Jepang memang masih memerintah Indonesia, tapi takluk kepada Sekutu di Perang Dunia Kedua sehingga harus tunduk kepada mereka, sehingga tidak punya kewenangan apapun terkait wilayah yang diperintahnya. Ini momen yang tidak boleh disia-siakan untuk memerdekakan Indonesia.
Berangkat dari situasi itulah, mereka menjelaskan kepada Maeda tentang bakal berlangsungnya pertemuan untuk persiapan menjelang Indonesia Merdeka. Namun Maeda juga punya pesan penting kepada mereka.
Maeda memberitahukan pesan Gunseikan - yaitu pemerintah militer Jepang: rombongan yang pulang dari Rengasdengklok harus menemuinya. Bertolak lah mereka dari rumah Maeda ke markas Gunseikan.
Bersama dengan Maeda dan juru bicara Angkatan Darat Jepang, Miyoshi Sunkichiro, mereka berangkat ke markas Gunseikan untuk bertemu dengan Mayor Jenderal Nishimura Otoshi. Dia menjelaskan bahwa pihak Jepang tidak dapat membantu, karena telah ada kesepakatan dengan pihak sekutu mempertahankan status quo di Indonesia. Itu sebabnya Mayjen Otoshi melarang adanya rapat yang akan dilangsungkan di rumah Maeda.
Tapi, mereka bergeming dan tetap pada tekad pencanangan Indonesia Merdeka harus dipersiapkan sesegera mungkin. Itu sebabnya, Bung Karno, Bung Hatta dan Ahmad Subardjo tiba kembali ke rumah Maeda.
Padahal saat itu jam sudah menunjukkan pukul 02.30 WIB, dini hari 17 Agustus 1945. Mereka menjelaskan kepada tuan rumah bahwa Kemerdekaan Indonesia harus diproklamirkan hari ini juga.
Maeda pun tidak kuasa menolak mereka. Mendukung pun tidak mungkin, karena sudah sudah ada instruksi jelas dari Gunseikan. Satu-satunya tindakan Maeda adalah meninggalkan mereka, naik ke kamar tidurnya di lantai dua.
Dia tinggalkan Bung Karno, Bung Hatta, dan Ahmad Subardjo dan yang lainnya di lantai bawah. Ini momen yang tidak disia-siakan.

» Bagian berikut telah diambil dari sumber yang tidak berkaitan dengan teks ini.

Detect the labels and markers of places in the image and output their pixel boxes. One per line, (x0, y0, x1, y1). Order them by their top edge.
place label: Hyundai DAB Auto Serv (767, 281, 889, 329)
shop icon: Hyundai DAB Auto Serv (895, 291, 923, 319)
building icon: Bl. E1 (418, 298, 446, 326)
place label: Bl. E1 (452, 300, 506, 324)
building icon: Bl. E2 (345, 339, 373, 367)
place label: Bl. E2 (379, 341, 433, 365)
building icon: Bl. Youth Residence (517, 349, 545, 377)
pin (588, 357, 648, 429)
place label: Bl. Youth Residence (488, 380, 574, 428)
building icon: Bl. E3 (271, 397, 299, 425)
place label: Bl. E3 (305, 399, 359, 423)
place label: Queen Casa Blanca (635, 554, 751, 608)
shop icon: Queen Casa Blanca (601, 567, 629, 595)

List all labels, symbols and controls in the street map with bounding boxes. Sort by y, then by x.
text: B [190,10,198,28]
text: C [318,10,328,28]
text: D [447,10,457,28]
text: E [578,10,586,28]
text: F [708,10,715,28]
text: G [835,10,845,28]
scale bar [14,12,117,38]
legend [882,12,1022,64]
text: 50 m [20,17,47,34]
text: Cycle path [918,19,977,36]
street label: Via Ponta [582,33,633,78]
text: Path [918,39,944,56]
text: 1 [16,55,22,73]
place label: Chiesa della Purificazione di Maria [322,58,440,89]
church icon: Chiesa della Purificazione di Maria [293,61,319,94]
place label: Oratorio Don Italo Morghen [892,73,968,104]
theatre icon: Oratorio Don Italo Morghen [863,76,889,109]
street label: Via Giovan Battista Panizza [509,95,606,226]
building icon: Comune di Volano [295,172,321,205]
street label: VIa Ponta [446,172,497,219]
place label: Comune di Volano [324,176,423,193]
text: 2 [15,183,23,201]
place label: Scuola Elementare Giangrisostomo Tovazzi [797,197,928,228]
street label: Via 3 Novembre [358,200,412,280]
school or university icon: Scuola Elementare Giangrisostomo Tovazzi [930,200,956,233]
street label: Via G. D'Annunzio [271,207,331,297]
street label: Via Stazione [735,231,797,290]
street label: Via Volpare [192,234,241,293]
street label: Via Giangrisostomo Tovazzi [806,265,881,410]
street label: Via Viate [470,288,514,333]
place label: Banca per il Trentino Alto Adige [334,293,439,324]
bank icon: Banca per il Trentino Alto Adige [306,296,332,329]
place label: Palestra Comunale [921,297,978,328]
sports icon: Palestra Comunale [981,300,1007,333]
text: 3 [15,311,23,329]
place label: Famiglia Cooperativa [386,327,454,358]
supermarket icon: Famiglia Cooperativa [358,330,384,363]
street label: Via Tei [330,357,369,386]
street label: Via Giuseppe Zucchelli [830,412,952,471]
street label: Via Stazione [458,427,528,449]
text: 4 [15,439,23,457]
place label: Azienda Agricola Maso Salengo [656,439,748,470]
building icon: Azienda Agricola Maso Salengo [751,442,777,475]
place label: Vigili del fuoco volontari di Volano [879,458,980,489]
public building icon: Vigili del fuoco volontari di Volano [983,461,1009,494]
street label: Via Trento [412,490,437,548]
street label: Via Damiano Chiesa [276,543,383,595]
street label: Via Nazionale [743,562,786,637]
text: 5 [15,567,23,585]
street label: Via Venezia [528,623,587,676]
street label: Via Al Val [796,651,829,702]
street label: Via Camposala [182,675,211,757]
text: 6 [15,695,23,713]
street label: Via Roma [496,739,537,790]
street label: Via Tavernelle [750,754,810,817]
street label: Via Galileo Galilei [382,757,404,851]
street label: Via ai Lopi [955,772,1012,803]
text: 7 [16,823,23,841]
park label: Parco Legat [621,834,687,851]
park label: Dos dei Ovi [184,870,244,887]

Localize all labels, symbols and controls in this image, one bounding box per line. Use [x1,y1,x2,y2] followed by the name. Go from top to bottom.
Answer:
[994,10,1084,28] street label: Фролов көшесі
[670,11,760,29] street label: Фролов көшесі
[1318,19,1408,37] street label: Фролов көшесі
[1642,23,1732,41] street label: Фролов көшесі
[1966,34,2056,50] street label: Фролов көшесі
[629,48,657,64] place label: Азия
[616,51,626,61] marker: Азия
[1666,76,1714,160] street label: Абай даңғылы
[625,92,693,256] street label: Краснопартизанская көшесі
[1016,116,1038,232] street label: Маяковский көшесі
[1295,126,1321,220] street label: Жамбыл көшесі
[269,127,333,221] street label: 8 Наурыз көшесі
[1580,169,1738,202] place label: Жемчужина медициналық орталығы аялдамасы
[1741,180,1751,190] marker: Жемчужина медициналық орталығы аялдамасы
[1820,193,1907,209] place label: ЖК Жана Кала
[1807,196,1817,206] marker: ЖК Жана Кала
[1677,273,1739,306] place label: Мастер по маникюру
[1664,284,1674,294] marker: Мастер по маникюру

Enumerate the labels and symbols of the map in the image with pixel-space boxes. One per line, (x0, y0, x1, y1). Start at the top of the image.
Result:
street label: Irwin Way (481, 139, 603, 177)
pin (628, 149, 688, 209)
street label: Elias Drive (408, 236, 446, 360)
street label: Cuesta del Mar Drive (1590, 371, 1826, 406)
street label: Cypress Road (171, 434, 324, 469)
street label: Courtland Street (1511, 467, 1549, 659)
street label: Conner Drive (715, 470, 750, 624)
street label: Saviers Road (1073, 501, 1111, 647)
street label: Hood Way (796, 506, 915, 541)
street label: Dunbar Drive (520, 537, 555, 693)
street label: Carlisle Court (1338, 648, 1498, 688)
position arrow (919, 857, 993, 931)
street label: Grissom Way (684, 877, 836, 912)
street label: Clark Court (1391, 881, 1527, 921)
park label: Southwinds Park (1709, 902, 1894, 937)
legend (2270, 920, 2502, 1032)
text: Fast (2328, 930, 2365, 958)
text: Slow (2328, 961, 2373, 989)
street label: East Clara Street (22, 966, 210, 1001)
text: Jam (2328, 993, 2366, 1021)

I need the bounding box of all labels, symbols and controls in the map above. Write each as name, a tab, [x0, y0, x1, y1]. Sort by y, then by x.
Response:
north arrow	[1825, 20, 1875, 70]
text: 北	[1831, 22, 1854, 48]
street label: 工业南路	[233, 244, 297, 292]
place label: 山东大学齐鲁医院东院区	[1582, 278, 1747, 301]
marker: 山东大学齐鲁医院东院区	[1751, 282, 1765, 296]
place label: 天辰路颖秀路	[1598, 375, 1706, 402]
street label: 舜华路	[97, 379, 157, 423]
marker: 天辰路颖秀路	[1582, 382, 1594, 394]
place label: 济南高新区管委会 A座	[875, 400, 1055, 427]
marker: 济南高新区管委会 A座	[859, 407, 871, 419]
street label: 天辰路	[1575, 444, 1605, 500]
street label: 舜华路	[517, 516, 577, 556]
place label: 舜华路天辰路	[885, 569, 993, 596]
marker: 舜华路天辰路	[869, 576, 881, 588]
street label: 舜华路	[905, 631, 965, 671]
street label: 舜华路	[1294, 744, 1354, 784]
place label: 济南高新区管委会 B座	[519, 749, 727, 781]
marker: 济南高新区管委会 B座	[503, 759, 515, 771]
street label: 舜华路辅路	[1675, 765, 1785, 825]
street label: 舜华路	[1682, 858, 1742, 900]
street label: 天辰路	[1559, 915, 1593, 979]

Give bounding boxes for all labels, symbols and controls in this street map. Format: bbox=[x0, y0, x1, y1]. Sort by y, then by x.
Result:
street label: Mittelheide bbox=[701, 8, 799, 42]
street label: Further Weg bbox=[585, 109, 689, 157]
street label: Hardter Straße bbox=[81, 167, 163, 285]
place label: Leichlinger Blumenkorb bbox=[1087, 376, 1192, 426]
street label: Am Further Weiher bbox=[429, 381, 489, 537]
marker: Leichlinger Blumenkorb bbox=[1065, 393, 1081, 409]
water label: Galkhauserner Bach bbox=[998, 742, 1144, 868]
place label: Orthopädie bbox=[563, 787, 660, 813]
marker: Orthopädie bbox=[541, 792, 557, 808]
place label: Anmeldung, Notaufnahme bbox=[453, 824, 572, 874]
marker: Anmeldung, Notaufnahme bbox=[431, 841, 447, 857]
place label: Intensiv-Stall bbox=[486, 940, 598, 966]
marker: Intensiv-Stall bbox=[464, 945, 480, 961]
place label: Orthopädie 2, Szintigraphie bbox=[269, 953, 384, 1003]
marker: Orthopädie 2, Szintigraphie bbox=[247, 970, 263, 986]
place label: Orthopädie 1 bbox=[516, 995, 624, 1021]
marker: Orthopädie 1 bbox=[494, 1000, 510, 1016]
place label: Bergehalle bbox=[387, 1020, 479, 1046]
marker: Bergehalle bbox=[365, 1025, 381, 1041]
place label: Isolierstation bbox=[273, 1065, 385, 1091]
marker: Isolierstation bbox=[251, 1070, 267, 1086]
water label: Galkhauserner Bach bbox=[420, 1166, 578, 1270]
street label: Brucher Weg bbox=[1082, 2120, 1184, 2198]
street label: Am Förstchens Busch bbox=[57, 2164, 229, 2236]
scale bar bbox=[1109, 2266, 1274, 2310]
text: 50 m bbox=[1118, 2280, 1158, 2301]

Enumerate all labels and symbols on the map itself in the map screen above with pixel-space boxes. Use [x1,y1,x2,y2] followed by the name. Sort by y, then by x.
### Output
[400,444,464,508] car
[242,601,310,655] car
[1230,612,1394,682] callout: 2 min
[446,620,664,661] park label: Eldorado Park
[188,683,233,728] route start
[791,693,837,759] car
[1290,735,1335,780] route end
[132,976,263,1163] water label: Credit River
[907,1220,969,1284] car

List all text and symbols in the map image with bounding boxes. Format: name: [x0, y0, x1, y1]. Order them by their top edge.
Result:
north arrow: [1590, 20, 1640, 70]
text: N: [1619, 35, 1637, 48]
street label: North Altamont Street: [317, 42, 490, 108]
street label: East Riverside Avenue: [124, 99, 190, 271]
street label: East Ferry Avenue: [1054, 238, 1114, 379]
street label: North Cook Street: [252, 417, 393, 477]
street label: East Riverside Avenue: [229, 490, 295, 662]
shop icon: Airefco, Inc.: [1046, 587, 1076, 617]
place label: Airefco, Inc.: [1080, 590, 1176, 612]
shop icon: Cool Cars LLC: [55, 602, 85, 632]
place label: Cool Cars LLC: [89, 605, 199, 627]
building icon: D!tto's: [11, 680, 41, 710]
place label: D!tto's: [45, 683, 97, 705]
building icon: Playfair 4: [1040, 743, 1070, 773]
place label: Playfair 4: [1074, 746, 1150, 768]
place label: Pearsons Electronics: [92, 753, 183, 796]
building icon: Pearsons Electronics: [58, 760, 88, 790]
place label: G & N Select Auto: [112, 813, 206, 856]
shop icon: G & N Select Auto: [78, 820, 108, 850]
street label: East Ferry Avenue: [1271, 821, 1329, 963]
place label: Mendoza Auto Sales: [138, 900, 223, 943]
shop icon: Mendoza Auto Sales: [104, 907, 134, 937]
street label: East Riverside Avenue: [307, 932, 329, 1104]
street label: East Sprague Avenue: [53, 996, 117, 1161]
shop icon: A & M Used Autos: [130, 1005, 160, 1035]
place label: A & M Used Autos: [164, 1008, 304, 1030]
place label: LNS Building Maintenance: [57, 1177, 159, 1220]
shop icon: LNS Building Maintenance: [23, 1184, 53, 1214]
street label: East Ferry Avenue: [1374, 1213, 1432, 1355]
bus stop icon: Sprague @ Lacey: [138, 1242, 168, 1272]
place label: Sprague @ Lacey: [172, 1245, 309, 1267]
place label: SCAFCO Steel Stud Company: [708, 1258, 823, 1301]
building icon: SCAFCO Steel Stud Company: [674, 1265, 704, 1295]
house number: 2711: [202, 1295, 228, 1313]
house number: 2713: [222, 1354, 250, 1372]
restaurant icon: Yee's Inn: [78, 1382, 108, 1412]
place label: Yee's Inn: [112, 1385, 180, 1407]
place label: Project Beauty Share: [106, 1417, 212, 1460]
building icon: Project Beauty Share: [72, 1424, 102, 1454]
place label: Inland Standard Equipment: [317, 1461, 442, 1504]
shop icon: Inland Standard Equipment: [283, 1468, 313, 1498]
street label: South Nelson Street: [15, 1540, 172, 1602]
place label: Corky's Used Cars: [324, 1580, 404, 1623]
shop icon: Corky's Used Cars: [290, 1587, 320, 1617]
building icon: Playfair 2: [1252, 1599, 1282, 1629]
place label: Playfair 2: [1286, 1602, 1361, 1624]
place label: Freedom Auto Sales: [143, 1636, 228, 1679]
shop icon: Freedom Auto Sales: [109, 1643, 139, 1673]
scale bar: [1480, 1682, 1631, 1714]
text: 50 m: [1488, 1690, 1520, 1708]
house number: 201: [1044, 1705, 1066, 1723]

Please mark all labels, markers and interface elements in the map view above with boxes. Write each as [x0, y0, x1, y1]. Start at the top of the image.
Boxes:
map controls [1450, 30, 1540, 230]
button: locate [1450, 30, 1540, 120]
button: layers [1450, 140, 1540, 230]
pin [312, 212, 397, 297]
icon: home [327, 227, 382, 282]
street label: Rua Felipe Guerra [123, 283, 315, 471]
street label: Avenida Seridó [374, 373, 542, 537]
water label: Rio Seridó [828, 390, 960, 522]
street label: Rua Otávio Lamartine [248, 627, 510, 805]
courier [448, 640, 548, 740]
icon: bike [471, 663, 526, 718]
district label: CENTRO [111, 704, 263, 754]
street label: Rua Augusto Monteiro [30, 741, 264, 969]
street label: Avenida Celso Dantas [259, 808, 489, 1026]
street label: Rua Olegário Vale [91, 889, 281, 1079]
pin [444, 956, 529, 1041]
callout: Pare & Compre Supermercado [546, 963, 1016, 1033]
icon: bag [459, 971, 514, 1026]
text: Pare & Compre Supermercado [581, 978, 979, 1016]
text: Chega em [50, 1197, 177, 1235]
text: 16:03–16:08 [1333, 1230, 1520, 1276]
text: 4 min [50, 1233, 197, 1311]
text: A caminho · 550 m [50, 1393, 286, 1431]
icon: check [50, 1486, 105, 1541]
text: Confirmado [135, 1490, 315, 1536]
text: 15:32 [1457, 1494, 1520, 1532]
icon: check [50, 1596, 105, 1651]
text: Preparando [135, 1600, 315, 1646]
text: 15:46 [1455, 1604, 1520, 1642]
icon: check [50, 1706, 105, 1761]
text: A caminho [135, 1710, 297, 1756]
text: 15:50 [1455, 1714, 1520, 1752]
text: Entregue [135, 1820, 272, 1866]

Jam menunjukkan pukul 3 dini hari. Mereka bertiga langsung menuju ruang makan, duduk mengitari meja makan yang panjang. Ini menjadi ruangan kedua yang penting, yang oleh pihak museum dinamakan "Ruang Perumusan."
Naskah Proklamasi
Bung Karno lantas mulai mempersiapkan rancangan naskah proklamasi dengan tulisan tangan di atas kertas. Bung Hatta dan Subarjo duduk mengapit Bung Karno sambil menyumbangkan gagasan masing-masing secara lisan.
Draft di secarik kertas sudah mantap dituntaskan. Judulnya, "Proklamasi." Mereka bertiga sepakat kalimat awal yang dihasilkan adalah: "Kami Bangsa Indonesia dengan ini menyatakan kemerdekaan Indonesia."
Kemudian Bung Hatta menambahkan kalimat kedua, yang menyatakan soal peralihan kekuasaan. Akhirnya selesai lah konsep naskah proklamasi dengan beberapa coretan sebagai tanda pertukaran pendapat dalam merumuskannya.
Setelah selesai, naskah tersebut dibawa ke serambi muka untuk dibacakan di hadapan para tokoh yang telah menunggu. Ada sekitar 30 tokoh yang hadir, dari berbagai provinsi. Mereka, di antaranya, Ki Hadjar Dewantara, I Goesti Ketut Pudja, Oto Iskandar Dinata, Johanes Latoeharhary, Andi Pangerang, hingga GSSJ Ratulangi.
Konsep naskah proklamasi lalu dibawa ke serambi muka, yang sudah ramai oleh para hadirin. Ruangan itu lah yang kini dinamai pihak museum sebagai "Ruang Pengesahan". Di sana, Bung Karno membacakan rumusan pernyataan kemerdekaan yang telah dibuat itu secara perlahan-lahan dan berulang-ulang.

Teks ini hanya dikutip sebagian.